A fim de se atender às necessidades das pessoas, a prestação dos alimentos poderá ocorrer com o pagamento de uma quantia em dinheiro ou com a efetiva prestação de bens necessários à sobrevivência humana, como, v.g., pagamento da mensalidade escolar, plano de saúde e dentário, etc.
3.1 Dever e Obrigação Alimentar
Tomando por base o magistério de Rolf Madaleno [9], “(…) os alimentos estão relacionados com o sagrado direito à vida e representam um dever de amparo dos parentes, uns em relação aos outros, para suprir as necessidades e as adversidades da vida daqueles em situação social e econômica desfavorável“.

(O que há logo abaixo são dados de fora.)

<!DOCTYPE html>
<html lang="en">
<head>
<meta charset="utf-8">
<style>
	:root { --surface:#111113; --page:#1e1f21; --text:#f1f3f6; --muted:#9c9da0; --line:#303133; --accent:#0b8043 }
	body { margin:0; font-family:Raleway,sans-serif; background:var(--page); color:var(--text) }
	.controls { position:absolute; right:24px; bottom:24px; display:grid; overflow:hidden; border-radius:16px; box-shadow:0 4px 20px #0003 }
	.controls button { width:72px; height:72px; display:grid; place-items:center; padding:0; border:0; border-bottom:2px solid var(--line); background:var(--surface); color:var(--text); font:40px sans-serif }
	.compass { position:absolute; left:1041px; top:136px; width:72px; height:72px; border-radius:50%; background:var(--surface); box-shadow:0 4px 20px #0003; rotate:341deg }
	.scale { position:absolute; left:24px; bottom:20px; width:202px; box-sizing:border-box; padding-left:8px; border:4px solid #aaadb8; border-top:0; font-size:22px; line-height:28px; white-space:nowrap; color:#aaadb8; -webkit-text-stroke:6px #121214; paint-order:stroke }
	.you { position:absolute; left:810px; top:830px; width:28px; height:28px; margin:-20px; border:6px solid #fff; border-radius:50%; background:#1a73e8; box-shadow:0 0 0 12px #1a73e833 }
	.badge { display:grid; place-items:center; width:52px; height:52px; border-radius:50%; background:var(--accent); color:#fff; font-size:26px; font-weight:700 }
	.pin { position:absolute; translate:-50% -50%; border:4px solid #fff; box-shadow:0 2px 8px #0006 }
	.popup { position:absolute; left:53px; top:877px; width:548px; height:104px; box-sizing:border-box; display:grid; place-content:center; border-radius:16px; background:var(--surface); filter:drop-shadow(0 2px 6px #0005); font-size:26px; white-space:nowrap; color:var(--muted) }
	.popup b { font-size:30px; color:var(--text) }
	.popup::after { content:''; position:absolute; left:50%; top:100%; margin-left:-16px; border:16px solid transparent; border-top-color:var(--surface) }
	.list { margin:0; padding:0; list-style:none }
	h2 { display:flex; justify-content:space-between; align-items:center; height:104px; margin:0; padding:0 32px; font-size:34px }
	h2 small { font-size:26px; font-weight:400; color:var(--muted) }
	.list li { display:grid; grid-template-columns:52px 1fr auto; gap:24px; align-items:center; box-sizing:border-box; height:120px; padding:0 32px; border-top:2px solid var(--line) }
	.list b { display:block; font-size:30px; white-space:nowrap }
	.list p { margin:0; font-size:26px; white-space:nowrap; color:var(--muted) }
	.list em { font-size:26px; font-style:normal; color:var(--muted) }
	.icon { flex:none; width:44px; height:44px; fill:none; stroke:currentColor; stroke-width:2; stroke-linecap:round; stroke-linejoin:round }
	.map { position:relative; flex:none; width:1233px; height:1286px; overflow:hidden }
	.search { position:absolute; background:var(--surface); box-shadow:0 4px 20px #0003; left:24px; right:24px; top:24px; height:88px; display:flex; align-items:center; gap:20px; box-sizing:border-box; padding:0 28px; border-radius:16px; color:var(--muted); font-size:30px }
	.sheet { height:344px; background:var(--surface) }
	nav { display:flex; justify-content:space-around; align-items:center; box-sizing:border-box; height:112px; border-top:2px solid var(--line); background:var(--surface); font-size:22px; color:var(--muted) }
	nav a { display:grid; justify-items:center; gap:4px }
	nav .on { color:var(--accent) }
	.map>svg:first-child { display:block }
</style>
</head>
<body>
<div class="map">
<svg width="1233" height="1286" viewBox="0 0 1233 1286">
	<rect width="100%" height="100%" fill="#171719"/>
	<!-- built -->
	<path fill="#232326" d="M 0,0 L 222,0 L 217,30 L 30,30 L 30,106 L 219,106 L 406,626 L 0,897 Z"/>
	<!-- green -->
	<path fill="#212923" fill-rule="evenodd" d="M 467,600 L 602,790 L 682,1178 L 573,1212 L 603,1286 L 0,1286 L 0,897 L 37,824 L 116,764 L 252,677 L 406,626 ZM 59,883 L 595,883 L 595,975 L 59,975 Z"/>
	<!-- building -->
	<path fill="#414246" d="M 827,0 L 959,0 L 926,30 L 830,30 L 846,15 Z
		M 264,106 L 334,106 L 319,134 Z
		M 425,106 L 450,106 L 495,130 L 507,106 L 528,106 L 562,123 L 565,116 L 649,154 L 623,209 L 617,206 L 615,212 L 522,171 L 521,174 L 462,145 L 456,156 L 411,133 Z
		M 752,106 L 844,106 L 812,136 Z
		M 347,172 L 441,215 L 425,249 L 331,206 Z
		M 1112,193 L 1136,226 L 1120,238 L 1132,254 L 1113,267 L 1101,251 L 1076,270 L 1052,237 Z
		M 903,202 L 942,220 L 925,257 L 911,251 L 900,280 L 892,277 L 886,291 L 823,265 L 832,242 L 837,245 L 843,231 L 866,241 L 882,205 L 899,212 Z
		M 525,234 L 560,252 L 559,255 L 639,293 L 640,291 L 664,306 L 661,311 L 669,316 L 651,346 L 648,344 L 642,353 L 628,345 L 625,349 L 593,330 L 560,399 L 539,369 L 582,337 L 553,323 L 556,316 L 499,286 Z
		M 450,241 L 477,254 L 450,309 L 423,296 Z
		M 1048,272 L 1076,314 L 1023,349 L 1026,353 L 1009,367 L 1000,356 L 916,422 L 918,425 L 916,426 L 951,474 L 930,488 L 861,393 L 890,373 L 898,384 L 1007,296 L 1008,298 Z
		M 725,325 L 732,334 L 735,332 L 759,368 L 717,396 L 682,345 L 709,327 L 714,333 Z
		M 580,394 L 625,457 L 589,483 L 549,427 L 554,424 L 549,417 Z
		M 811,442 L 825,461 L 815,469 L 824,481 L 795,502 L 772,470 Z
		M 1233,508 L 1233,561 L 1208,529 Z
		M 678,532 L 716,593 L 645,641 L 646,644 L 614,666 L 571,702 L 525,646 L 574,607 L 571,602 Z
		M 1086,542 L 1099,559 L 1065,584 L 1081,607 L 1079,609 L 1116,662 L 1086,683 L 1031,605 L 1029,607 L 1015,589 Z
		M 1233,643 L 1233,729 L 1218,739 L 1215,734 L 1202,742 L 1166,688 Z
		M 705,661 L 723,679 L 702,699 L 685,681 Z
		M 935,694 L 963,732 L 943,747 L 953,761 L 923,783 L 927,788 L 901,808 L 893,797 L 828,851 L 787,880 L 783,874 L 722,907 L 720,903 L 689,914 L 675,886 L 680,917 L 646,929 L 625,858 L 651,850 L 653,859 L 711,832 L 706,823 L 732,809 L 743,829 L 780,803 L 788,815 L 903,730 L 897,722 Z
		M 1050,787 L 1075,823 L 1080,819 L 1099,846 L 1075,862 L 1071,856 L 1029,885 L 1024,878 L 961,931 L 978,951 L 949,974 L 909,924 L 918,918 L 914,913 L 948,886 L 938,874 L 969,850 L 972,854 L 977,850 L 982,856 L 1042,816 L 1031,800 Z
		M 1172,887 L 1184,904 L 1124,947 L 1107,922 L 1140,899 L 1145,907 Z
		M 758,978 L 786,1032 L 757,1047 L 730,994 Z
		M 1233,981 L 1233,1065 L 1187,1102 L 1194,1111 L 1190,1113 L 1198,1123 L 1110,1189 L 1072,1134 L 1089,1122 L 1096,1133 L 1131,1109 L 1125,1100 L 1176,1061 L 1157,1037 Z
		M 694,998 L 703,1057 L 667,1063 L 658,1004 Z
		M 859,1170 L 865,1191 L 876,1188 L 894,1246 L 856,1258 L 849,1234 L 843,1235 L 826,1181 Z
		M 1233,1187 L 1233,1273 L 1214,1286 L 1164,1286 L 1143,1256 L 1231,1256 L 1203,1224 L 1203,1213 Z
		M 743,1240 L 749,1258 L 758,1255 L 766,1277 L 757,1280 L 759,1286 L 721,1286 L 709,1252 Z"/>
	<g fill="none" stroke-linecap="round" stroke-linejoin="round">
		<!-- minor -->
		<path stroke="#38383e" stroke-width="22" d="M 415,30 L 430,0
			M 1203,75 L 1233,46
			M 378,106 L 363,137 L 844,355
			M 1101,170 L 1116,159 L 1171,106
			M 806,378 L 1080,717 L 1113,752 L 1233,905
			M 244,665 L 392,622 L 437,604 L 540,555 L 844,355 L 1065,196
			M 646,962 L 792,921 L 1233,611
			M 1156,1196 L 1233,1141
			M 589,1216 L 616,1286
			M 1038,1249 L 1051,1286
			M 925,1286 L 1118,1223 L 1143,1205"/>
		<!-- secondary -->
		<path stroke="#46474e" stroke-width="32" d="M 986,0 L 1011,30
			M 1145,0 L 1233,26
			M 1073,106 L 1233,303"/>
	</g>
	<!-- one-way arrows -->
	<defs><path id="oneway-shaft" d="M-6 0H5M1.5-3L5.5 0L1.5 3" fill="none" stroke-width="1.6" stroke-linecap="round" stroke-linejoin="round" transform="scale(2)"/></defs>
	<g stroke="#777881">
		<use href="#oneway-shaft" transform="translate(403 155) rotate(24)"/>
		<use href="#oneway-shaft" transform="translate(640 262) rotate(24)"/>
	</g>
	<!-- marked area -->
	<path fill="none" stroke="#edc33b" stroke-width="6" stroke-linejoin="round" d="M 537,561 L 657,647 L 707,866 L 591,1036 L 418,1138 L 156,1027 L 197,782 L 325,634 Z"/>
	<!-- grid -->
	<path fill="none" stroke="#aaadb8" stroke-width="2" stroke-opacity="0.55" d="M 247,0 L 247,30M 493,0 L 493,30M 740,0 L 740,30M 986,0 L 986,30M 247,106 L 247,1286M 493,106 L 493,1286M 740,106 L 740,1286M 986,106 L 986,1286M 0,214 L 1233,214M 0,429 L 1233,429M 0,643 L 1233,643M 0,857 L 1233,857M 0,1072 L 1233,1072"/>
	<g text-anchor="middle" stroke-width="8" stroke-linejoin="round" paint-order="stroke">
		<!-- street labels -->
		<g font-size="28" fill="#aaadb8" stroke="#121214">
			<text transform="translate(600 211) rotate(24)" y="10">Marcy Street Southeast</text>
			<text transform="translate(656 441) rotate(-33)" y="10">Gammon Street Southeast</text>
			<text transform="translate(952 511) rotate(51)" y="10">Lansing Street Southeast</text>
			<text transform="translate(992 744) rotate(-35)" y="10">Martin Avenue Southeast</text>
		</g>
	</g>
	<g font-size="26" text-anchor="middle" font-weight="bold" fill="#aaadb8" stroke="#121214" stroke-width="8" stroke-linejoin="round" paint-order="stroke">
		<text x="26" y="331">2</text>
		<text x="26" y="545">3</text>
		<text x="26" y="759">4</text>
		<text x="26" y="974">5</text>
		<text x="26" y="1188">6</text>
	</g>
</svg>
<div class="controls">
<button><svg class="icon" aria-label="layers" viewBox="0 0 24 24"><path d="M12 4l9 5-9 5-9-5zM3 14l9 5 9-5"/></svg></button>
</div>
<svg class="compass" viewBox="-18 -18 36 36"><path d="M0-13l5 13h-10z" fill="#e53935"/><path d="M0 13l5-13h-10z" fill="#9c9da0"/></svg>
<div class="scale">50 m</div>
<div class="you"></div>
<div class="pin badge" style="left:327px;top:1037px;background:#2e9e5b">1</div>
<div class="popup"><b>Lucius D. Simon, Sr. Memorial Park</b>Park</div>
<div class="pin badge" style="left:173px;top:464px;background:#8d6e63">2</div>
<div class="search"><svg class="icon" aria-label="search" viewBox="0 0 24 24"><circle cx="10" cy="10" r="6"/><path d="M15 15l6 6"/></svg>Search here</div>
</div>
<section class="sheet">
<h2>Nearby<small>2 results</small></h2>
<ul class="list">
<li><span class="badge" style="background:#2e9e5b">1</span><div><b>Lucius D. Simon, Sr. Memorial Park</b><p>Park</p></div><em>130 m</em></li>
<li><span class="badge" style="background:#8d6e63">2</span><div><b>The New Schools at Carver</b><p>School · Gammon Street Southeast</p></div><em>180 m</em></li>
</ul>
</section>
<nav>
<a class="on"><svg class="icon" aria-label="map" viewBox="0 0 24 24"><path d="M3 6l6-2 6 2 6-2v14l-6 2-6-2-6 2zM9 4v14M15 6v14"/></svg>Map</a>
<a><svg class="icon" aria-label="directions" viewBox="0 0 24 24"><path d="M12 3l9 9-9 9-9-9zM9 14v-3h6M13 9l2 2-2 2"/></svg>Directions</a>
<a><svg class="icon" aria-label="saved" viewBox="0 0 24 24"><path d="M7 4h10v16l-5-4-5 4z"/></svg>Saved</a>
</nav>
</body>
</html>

Por haver relação direta dos alimentos com a precípua necessidade de manutenção de condições mínimas para uma vida digna, é imperioso registrar a distinção existente entre as expressões dever alimentar e obrigação alimentar.
Entende-se por dever alimentar a relação jurídica (obrigação) pautada na reciprocidade existente entre os cônjuges, companheiros e demais parentes em linha reta ou colateral que não sejam pais e filhos, retratando a aplicação do princípio da solidariedade no âmbito das relações familiares.
Cristiano Chaves de Farias e Nelson Rosenvald [10] afirmam que “(…) o dever alimentício decorrente do casamento, da união estável ou dos demais vínculos parentais exige que o alimentante (o credor) demonstre, cabalmente, a sua necessidade, não havendo qualquer presunção. O interessado deve fazer prova da sua premente necessidade para que faça jus à colaboração material para a sua própria subsistência”.
Noutro plano, a obrigação alimentar é vista como a imputação dos alimentos a partir do poder familiar, sendo, por tal razão, ilimitada. É, pois, uma relação, conforme leciona Eduardo A. Zannoni[11], “(…) de natureza mera e nitidamente assistencial, que irradia do princípio da solidariedade familiar ante as contingências que podem pôr em perigo a subsistência física de um de seus membros e que impõe, circunstancial ou permanentemente, buscar os meios necessários para assegurar essa subsistência“.
A principal diferença que irradia de tais expressões diz respeito à incidência ou não de presunção quanto à necessidade daquele que receberá os alimentos: no dever alimentar se faz imprescindível a demonstração da necessidade de quem pleiteia e a capacidade daquele que os pagará, ao passo que na obrigação alimentar há incidência de presunção da necessidade dos alimentos.
O Superior Tribunal de Justiça e o Tribunal de Justiça do Espírito Santo vêm apontando que:
“(…) 4. O direito discutido envolve o dever de solidariedade alimentar decorrente do parentesco (arts. 1.694 e 1.695 do Código Civil). (…).” (STJ, REsp 1.431.888/SP, Proc. 2014/0016609-5, Terceira Turma, Rel. Min. Ricardo Villas Bôas Cueva, DJe 29.05.2015)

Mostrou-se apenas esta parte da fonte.